▶ **Available records**

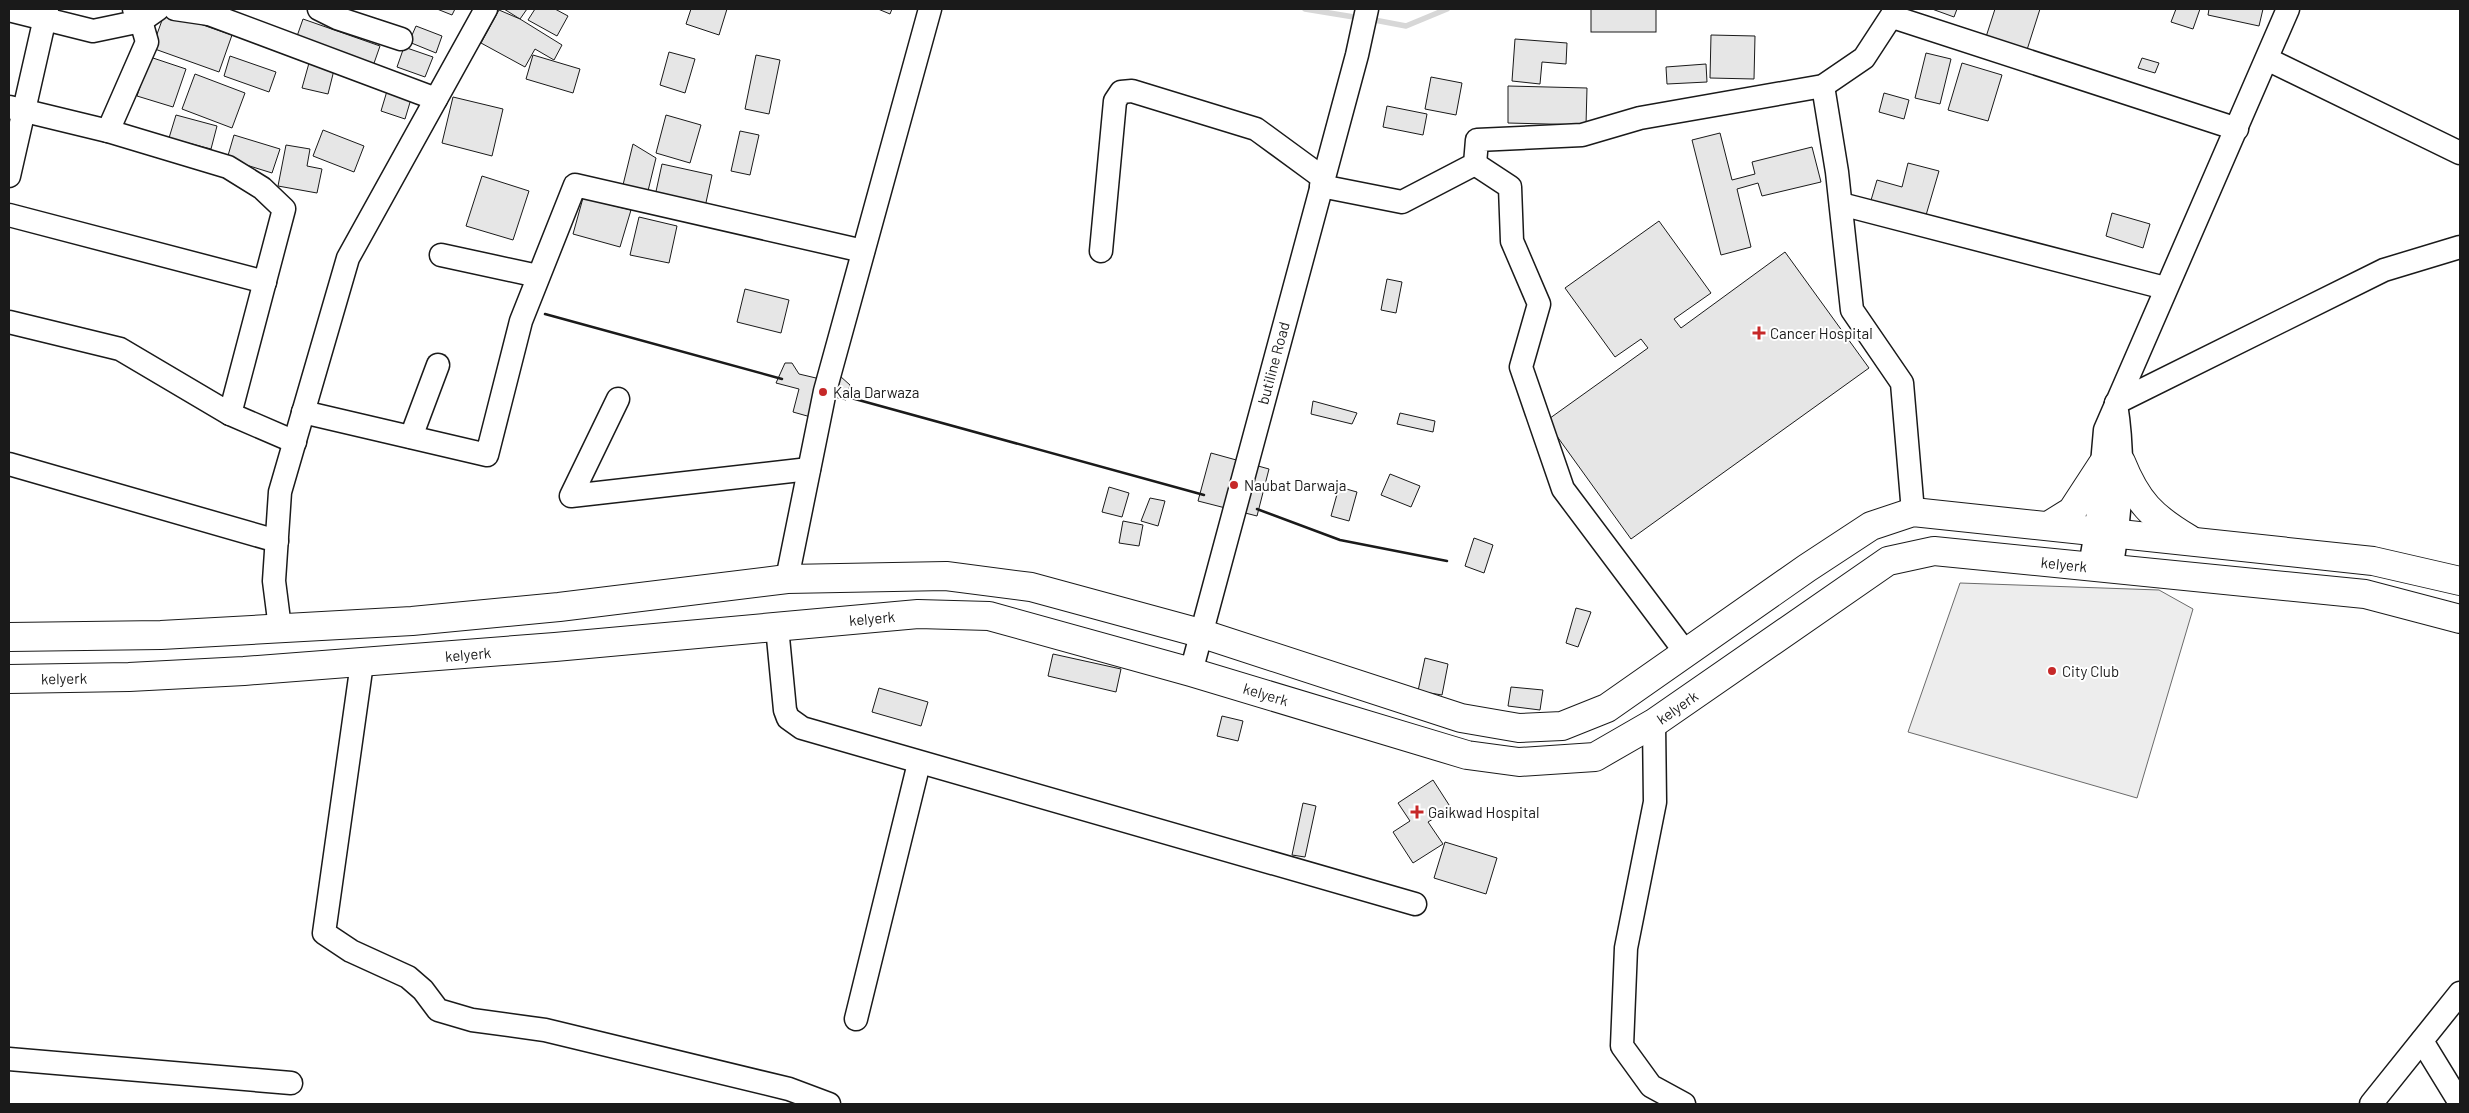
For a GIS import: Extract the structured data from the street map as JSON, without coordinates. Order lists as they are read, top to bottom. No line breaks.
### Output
{"streets":{"main road":["kelyerk"],"street":["butiline Road"]},"crossings":[["butiline Road","kelyerk"]],"places":{"health":["Cancer Hospital","Gaikwad Hospital"],"other":["Kala Darwaza","Naubat Darwaja","City Club"]}}
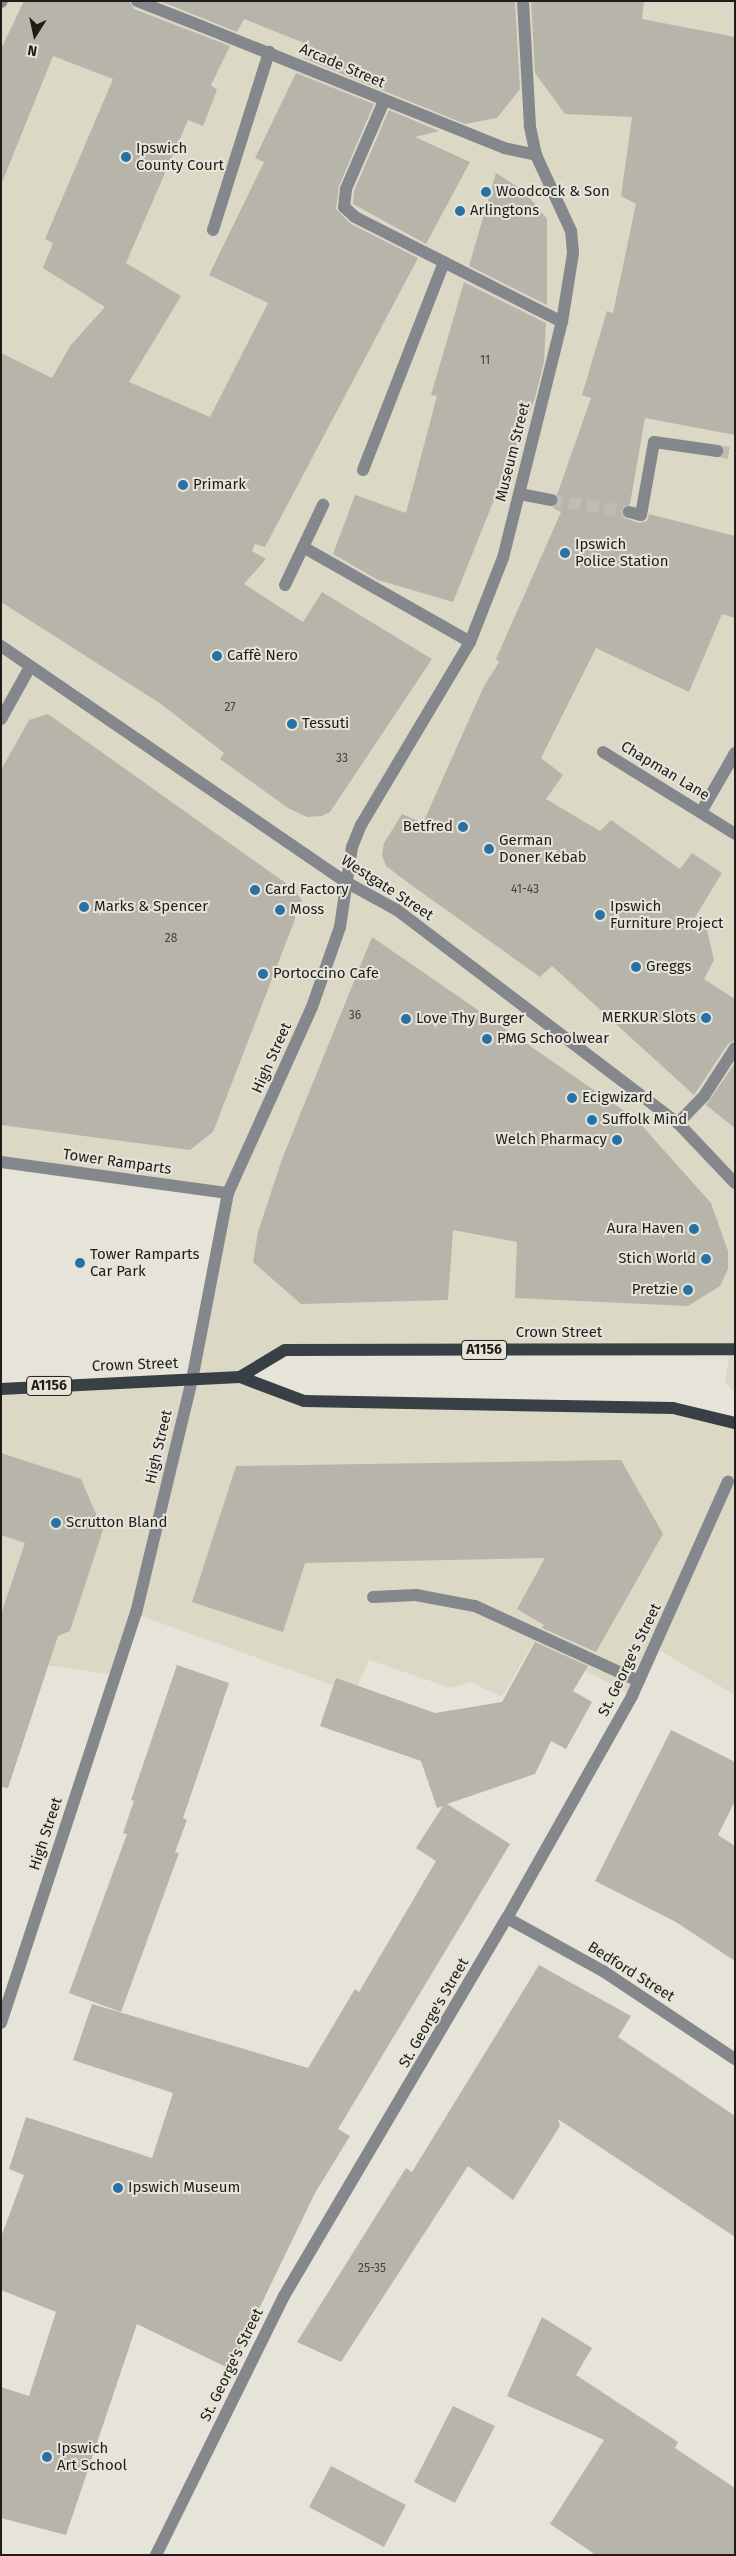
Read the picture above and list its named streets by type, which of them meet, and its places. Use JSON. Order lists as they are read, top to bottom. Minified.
{"streets":{"main road":["Crown Street","A1156"],"street":["Arcade Street","Museum Street","Chapman Lane","Westgate Street","High Street","Tower Ramparts","St. George's Street","Bedford Street"]},"crossings":[["Arcade Street","Museum Street"],["Museum Street","Westgate Street"],["Museum Street","High Street"],["Westgate Street","High Street"],["High Street","Tower Ramparts"],["High Street","Crown Street"],["St. George's Street","Bedford Street"]],"places":["Ipswich County Court","Woodcock & Son","Arlingtons","Primark","Ipswich Police Station","Caffè Nero","Tessuti","Betfred","German Doner Kebab","Card Factory","Marks & Spencer","Moss","Ipswich Furniture Project","Greggs","Portoccino Cafe","MERKUR Slots","Love Thy Burger","PMG Schoolwear","Ecigwizard","Suffolk Mind","Welch Pharmacy","Aura Haven","Stich World","Tower Ramparts Car Park","Pretzie","Scrutton Bland","Ipswich Museum","Ipswich Art School"],"house_numbers":["11","27","33","41-43","28","36","25-35"],"north":"bottom"}
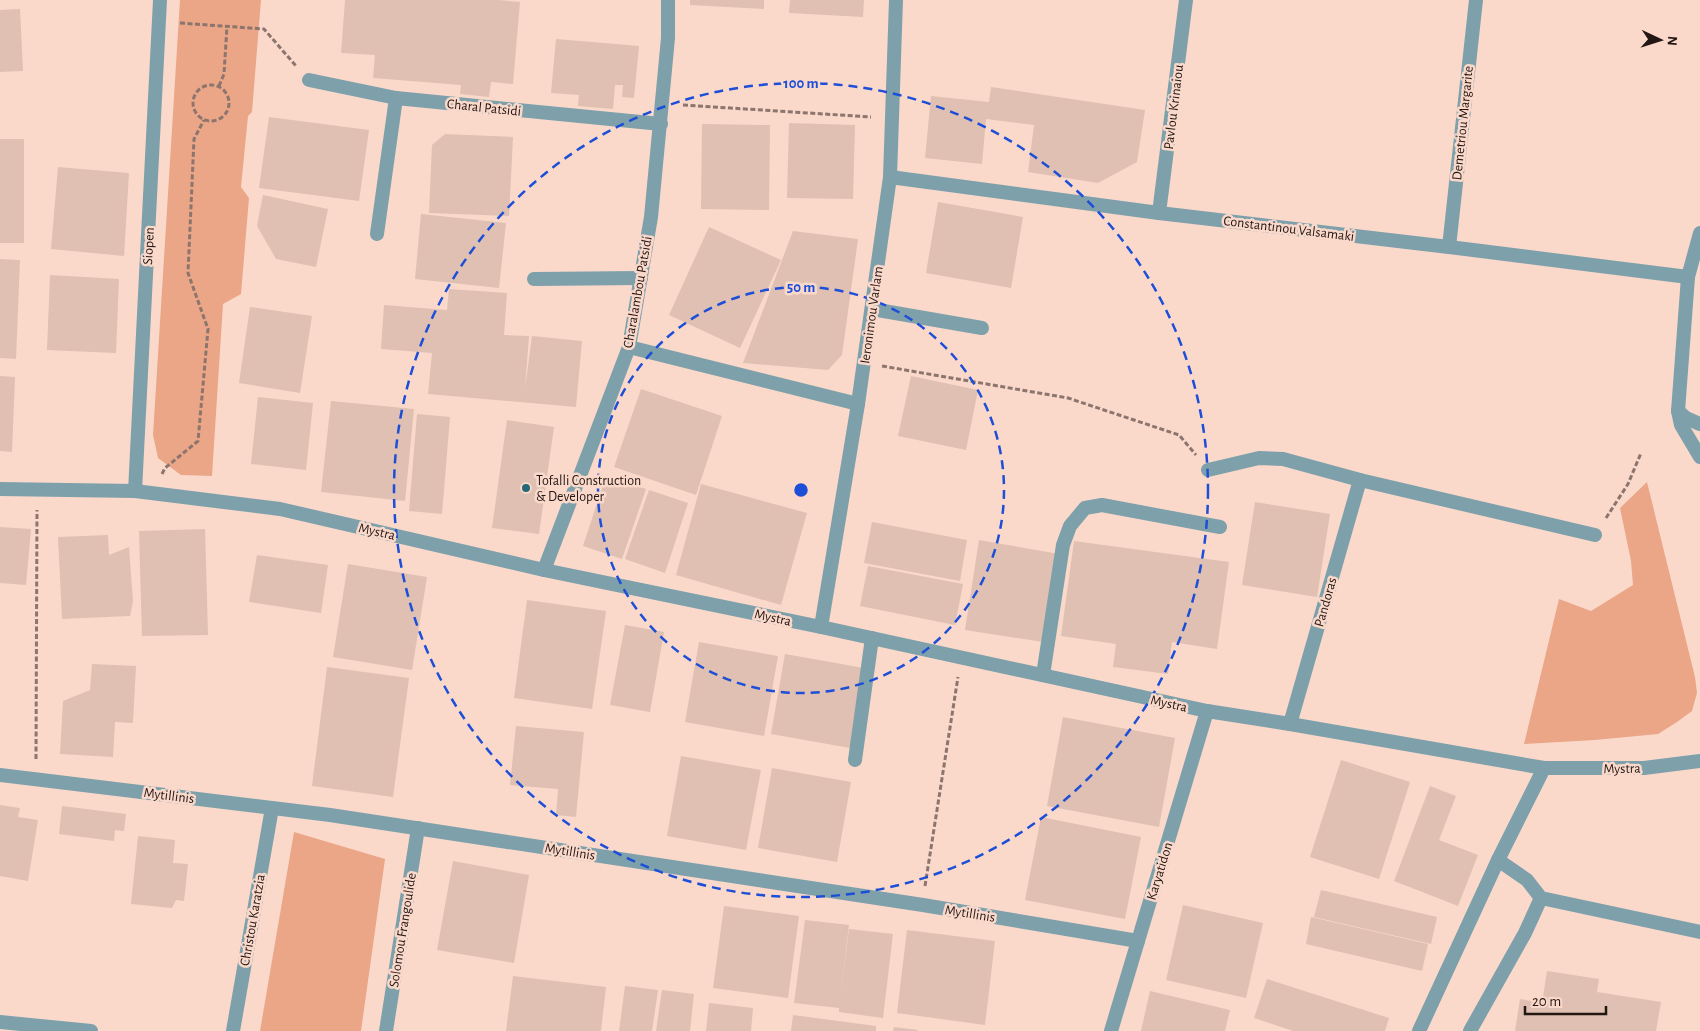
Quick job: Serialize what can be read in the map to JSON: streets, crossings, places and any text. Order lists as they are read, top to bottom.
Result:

▶ **Prompt**
All entries should be restated word for word; no images belong in the copy.

▶ **Solved exercise**
For a GIS import: Extract the structured data from the street map as JSON, without coordinates. Order lists as they are read, top to bottom. No line breaks.
### Output
{"streets":{"main road":["kelyerk"],"street":["butiline Road"]},"crossings":[["butiline Road","kelyerk"]],"places":{"health":["Cancer Hospital","Gaikwad Hospital"],"other":["Kala Darwaza","Naubat Darwaja","City Club"]}}
Read the picture above and list its named streets by type, which of them meet, and its places. Use JSON. Order lists as they are read, top to bottom. Minified.
{"streets":{"main road":["Crown Street","A1156"],"street":["Arcade Street","Museum Street","Chapman Lane","Westgate Street","High Street","Tower Ramparts","St. George's Street","Bedford Street"]},"crossings":[["Arcade Street","Museum Street"],["Museum Street","Westgate Street"],["Museum Street","High Street"],["Westgate Street","High Street"],["High Street","Tower Ramparts"],["High Street","Crown Street"],["St. George's Street","Bedford Street"]],"places":["Ipswich County Court","Woodcock & Son","Arlingtons","Primark","Ipswich Police Station","Caffè Nero","Tessuti","Betfred","German Doner Kebab","Card Factory","Marks & Spencer","Moss","Ipswich Furniture Project","Greggs","Portoccino Cafe","MERKUR Slots","Love Thy Burger","PMG Schoolwear","Ecigwizard","Suffolk Mind","Welch Pharmacy","Aura Haven","Stich World","Tower Ramparts Car Park","Pretzie","Scrutton Bland","Ipswich Museum","Ipswich Art School"],"house_numbers":["11","27","33","41-43","28","36","25-35"],"north":"bottom"}
Quick job: Serialize what can be read in the map to JSON: streets, crossings, places and any text. Order lists as they are read, top to bottom.
Result:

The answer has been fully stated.